Homily for Sept.23rd: Luke 8:16-18.
          The short sayings which Luke gives us in today’s gospel immediately follow the parable of the sower and the seed. Much of the seed the farmer in that story sows never comes to fruition. The parable describes the Church’s work in every generation. Despite the failure of so much of our efforts, some of the seed we sow falls on good ground, puts down roots, and produces not only an abundant harvest, but a super-abundant one. Jesus told the story as an antidote to discouragement.  
          In today's brief reading Jesus continues to speak about the good news of the gospel. It is like light, he says, set on a stand at the entrance to a house for all who enter to see. Jesus is telling us that the light of God’s truth is given to us, like all God’s gifts, to be shared. If we don’t share the Lord’s gifts, we lose them. We can’t keep them unless we give them away.
          How do we share the light of God’s truth? We do so first of all and always by the way we live. St.

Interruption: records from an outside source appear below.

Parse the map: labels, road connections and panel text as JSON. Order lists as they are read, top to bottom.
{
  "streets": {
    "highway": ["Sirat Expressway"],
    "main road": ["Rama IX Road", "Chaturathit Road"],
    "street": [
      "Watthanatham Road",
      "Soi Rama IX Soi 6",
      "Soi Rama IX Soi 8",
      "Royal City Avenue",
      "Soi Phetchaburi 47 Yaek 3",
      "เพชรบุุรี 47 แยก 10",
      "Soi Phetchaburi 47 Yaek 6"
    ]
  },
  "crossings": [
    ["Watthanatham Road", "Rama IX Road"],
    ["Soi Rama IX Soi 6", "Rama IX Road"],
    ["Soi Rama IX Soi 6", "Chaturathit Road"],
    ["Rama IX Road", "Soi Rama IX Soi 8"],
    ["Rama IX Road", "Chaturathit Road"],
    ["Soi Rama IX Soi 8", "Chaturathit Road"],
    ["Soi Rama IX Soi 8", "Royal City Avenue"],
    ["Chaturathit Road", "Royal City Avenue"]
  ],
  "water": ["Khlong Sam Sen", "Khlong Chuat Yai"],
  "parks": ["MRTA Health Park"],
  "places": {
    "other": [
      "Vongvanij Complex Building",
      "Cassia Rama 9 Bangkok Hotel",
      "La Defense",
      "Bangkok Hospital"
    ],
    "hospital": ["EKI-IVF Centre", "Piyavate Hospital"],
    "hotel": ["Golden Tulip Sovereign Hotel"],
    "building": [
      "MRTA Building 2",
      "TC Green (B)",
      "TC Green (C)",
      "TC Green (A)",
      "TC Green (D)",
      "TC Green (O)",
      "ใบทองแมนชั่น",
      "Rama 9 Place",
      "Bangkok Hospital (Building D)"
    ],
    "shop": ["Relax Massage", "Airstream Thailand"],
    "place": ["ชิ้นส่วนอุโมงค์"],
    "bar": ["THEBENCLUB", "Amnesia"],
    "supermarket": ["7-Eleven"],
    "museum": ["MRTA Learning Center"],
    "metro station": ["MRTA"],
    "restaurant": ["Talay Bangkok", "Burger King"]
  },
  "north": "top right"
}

Francis of Assisi used to say: “Preach the gospel at all times; when necessary use words.” People must be able to see that we live by higher standards than those of the world around us, with its emphasis on getting rather than giving; and on repaying injuries according to the slogan, ‘Don’t get mad, get even!’
          Jesus’ final saying seems to be unfair: “To anyone who has, more will be given, and from the one who has not, even what he seems to have will be taken away.” Jesus is saying that if we truly walk by the light of God’s truth, sharing that light with others – at least by the way we live, when necessary and possible with words as well – we shall receive more light. If we keep the light of God’s truth for ourselves, we shall gradually lose that light until we find ourselves walking in darkness.